> **Work order**
Make an exact copy of every entry, leaving the pictures out.

[[ Records for the exercise, beginning ]]

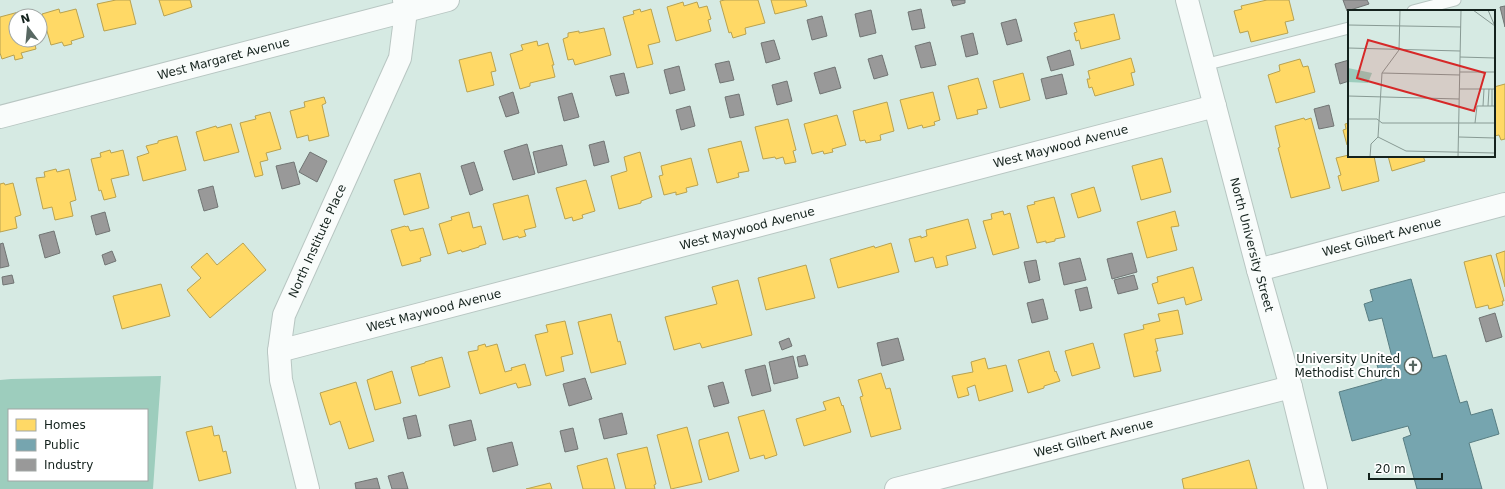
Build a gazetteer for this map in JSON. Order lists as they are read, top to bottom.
{
  "streets": {
    "street": [
      "West Margaret Avenue",
      "West Maywood Avenue",
      "West Gilbert Avenue",
      "North Institute Place",
      "North University Street"
    ]
  },
  "crossings": [
    ["West Margaret Avenue", "North Institute Place"],
    ["West Maywood Avenue", "North Institute Place"],
    ["West Maywood Avenue", "North University Street"],
    ["West Gilbert Avenue", "North University Street"]
  ],
  "places": {
    "church": ["University United Methodist Church"]
  },
  "legend": ["Homes", "Public", "Industry"],
  "scale_bar": "20 m",
  "north": "top"
}
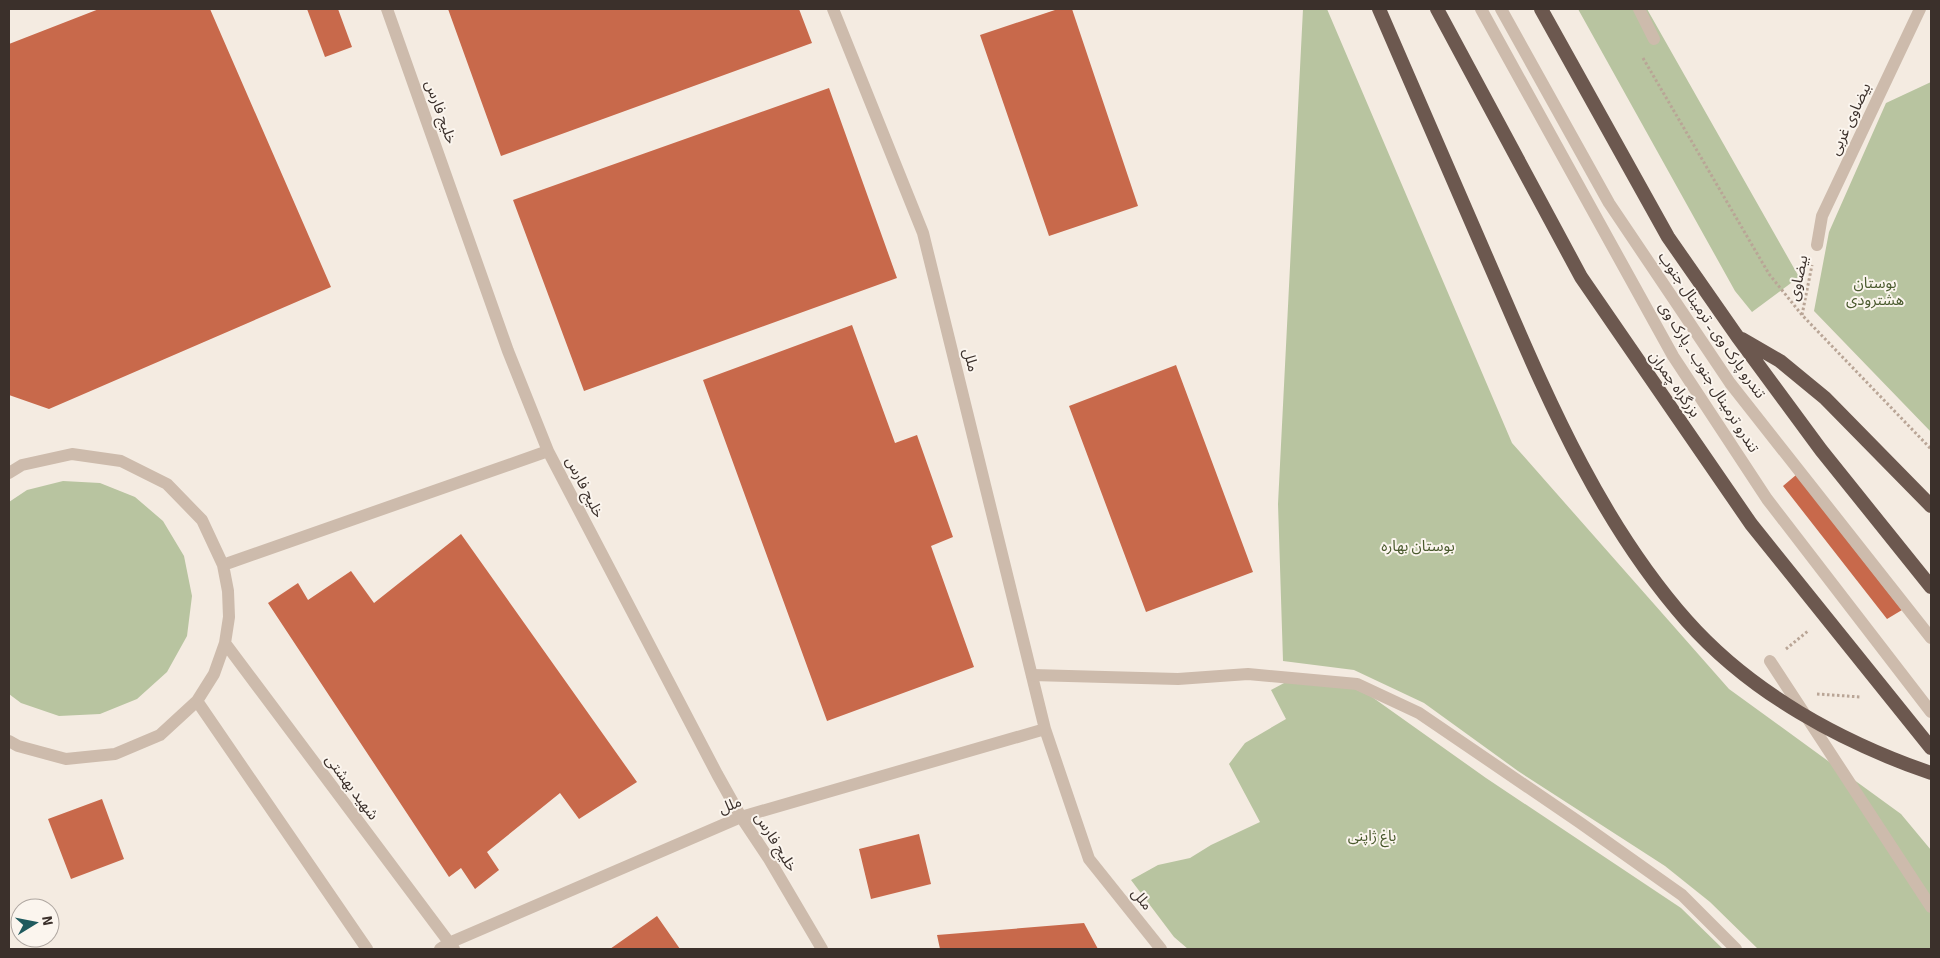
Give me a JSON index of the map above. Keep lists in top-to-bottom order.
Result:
{
  "streets": {
    "highway": ["بزرگراه چمران"],
    "street": [
      "خلیج فارس",
      "بیضاوی غربی",
      "تندرو پارک وی ـ ترمینال جنوب",
      "ملل",
      "تندرو ترمینال جنوب ـ پارک وی",
      "شهید بهشتی"
    ],
    "path": ["بیضاوی"]
  },
  "crossings": [
    ["خلیج فارس", "ملل"],
    ["بیضاوی غربی", "بیضاوی"],
    ["ملل", "شهید بهشتی"]
  ],
  "parks": ["بوستان هشترودی", "بوستان بهاره", "باغ ژاپنی"],
  "north": "right"
}
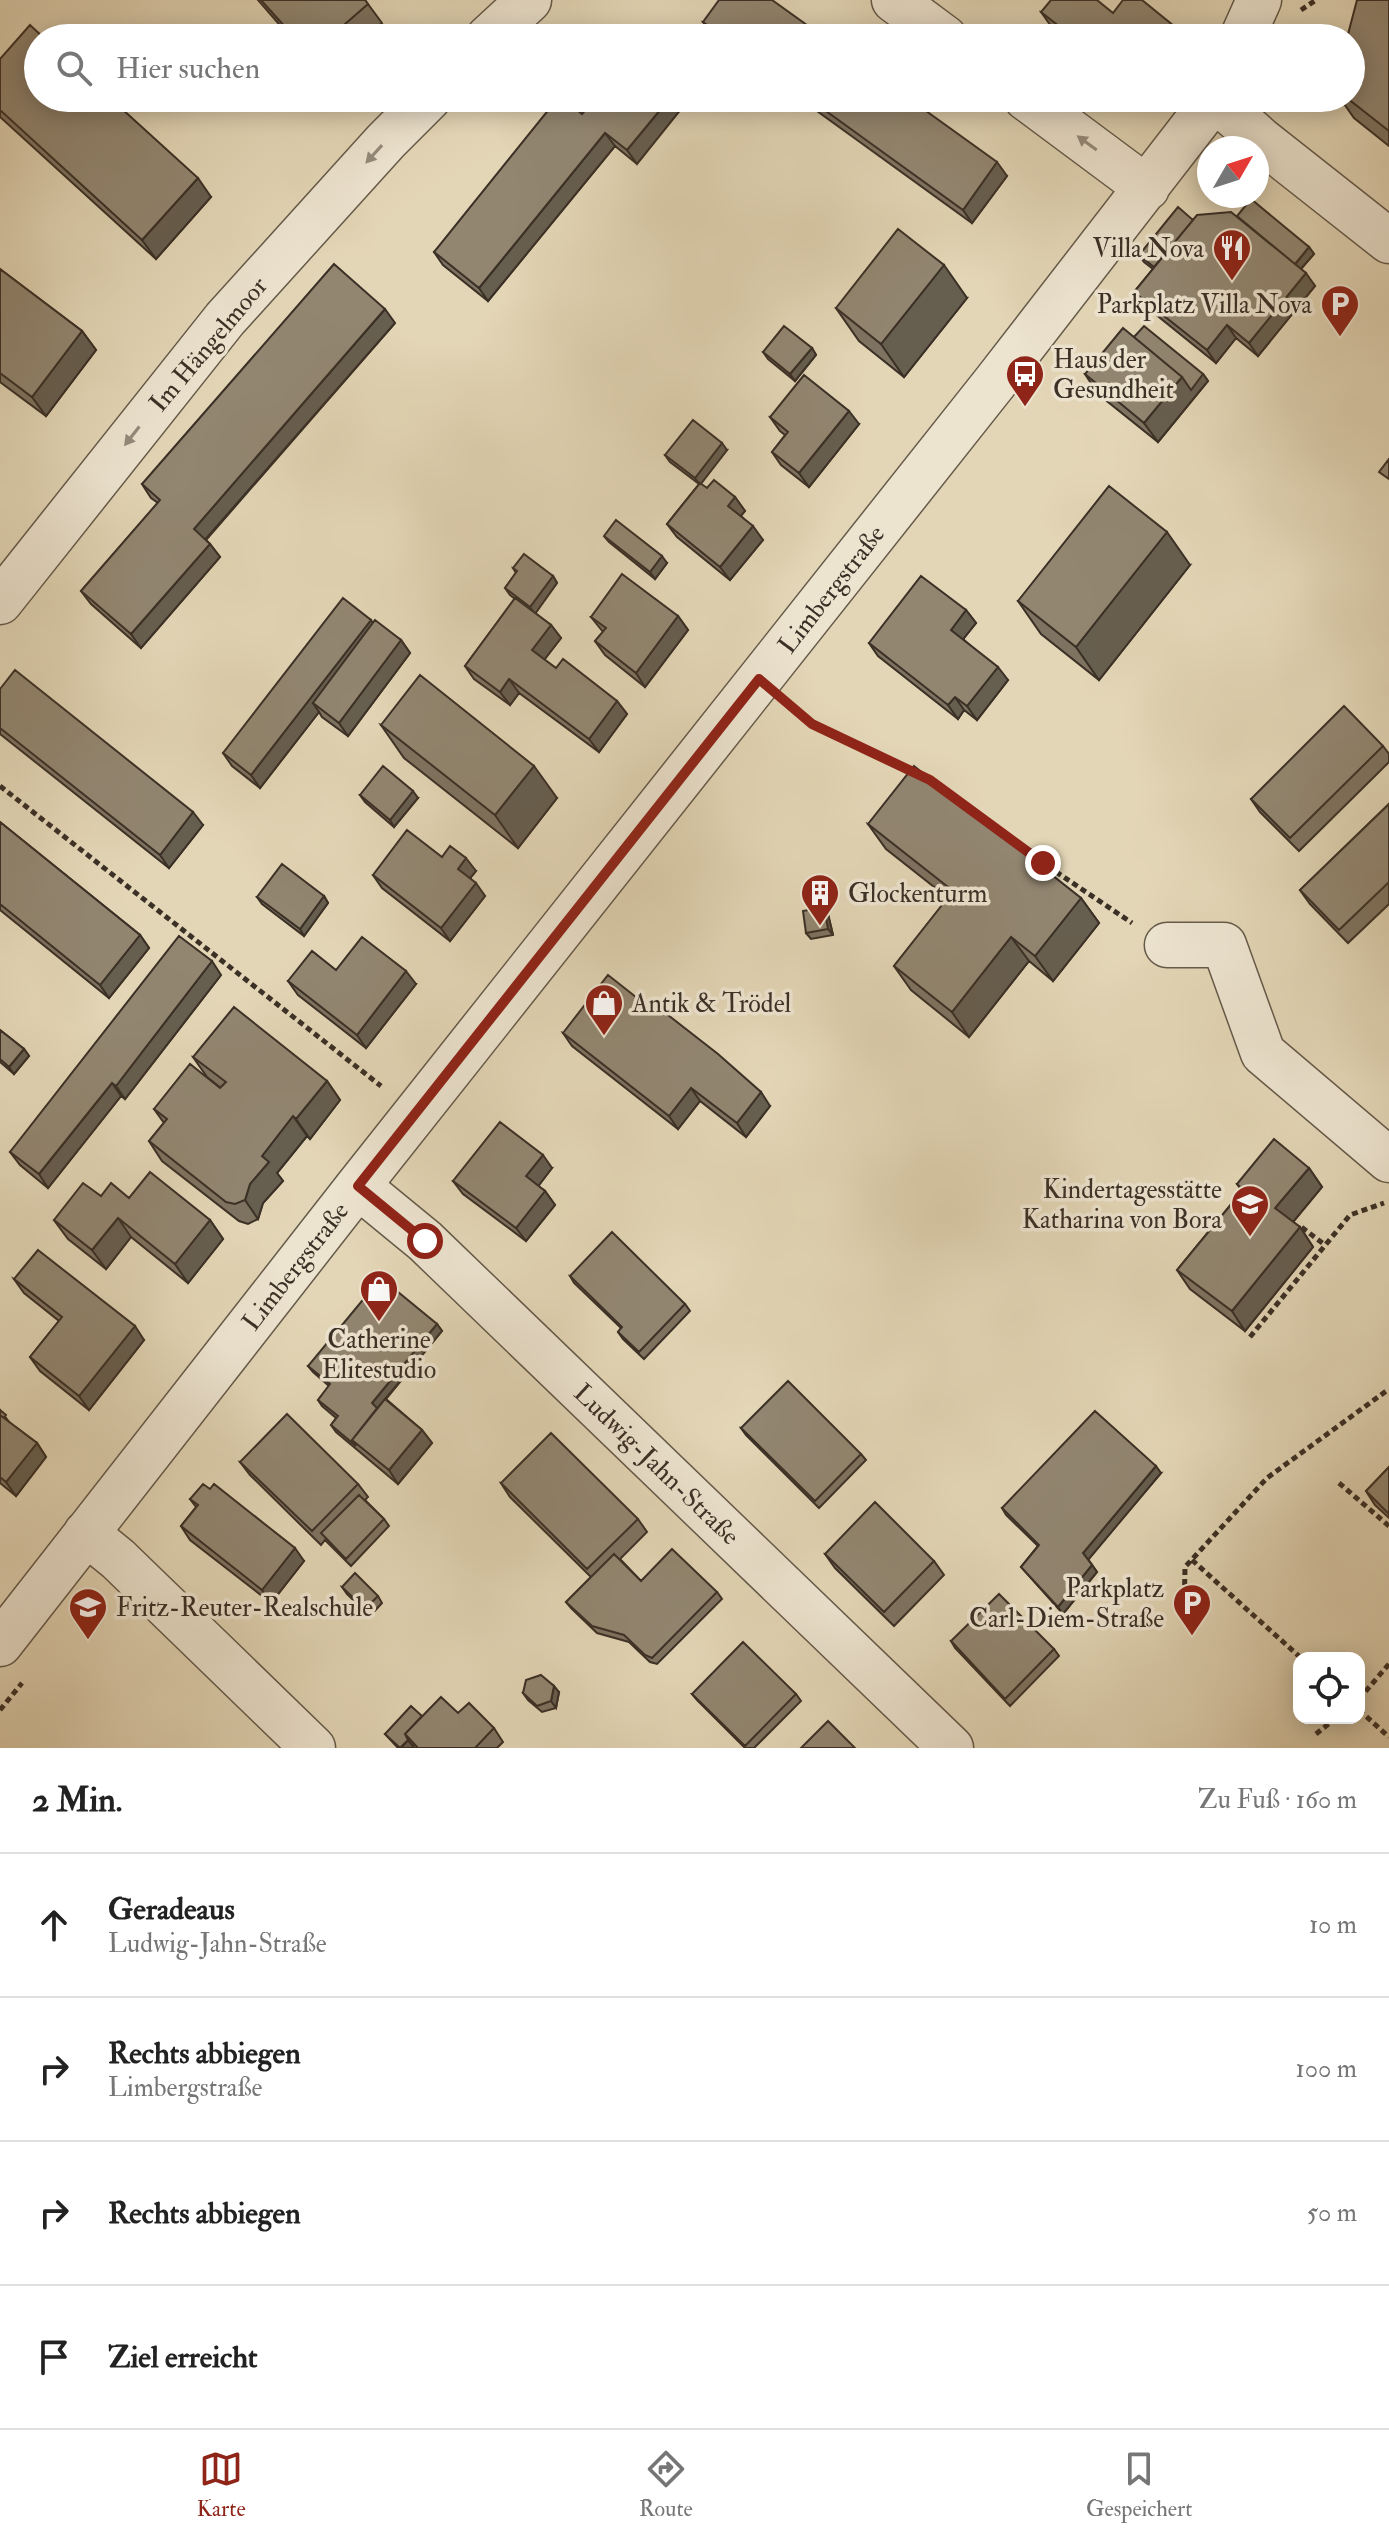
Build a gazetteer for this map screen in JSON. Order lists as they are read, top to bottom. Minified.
{"streets":{"street":["Im Hängelmoor","Limbergstraße","Ludwig-Jahn-Straße"]},"crossings":[["Limbergstraße","Ludwig-Jahn-Straße"]],"one_way":["Im Hängelmoor"],"places":{"restaurant":["Villa Nova"],"parking":["Parkplatz Villa Nova","Parkplatz Carl-Diem-Straße"],"bus stop":["Haus der Gesundheit"],"building":["Glockenturm"],"shop":["Antik & Trödel","Catherine Elitestudio"],"school or university":["Kindertagesstätte Katharina von Bora","Fritz-Reuter-Realschule"]},"north":"top right","page":{"search":"Hier suchen","heading":["2 Min.","Zu Fuß · 160 m"],"list":[["Geradeaus","Ludwig-Jahn-Straße","10 m"],["Rechts abbiegen","Limbergstraße","100 m"],["Rechts abbiegen","50 m"],"Ziel erreicht"],"nav":["Karte","Route","Gespeichert"]}}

[[ Records for the exercise, end ]]

> **Exercise response**
Build a gazetteer for this map in JSON. Order lists as they are read, top to bottom.
{
  "streets": {
    "street": [
      "West Margaret Avenue",
      "West Maywood Avenue",
      "West Gilbert Avenue",
      "North Institute Place",
      "North University Street"
    ]
  },
  "crossings": [
    ["West Margaret Avenue", "North Institute Place"],
    ["West Maywood Avenue", "North Institute Place"],
    ["West Maywood Avenue", "North University Street"],
    ["West Gilbert Avenue", "North University Street"]
  ],
  "places": {
    "church": ["University United Methodist Church"]
  },
  "legend": ["Homes", "Public", "Industry"],
  "scale_bar": "20 m",
  "north": "top"
}
Give me a JSON index of the map above. Keep lists in top-to-bottom order.
Result:
{
  "streets": {
    "highway": ["بزرگراه چمران"],
    "street": [
      "خلیج فارس",
      "بیضاوی غربی",
      "تندرو پارک وی ـ ترمینال جنوب",
      "ملل",
      "تندرو ترمینال جنوب ـ پارک وی",
      "شهید بهشتی"
    ],
    "path": ["بیضاوی"]
  },
  "crossings": [
    ["خلیج فارس", "ملل"],
    ["بیضاوی غربی", "بیضاوی"],
    ["ملل", "شهید بهشتی"]
  ],
  "parks": ["بوستان هشترودی", "بوستان بهاره", "باغ ژاپنی"],
  "north": "right"
}
Build a gazetteer for this map screen in JSON. Order lists as they are read, top to bottom. Minified.
{"streets":{"street":["Im Hängelmoor","Limbergstraße","Ludwig-Jahn-Straße"]},"crossings":[["Limbergstraße","Ludwig-Jahn-Straße"]],"one_way":["Im Hängelmoor"],"places":{"restaurant":["Villa Nova"],"parking":["Parkplatz Villa Nova","Parkplatz Carl-Diem-Straße"],"bus stop":["Haus der Gesundheit"],"building":["Glockenturm"],"shop":["Antik & Trödel","Catherine Elitestudio"],"school or university":["Kindertagesstätte Katharina von Bora","Fritz-Reuter-Realschule"]},"north":"top right","page":{"search":"Hier suchen","heading":["2 Min.","Zu Fuß · 160 m"],"list":[["Geradeaus","Ludwig-Jahn-Straße","10 m"],["Rechts abbiegen","Limbergstraße","100 m"],["Rechts abbiegen","50 m"],"Ziel erreicht"],"nav":["Karte","Route","Gespeichert"]}}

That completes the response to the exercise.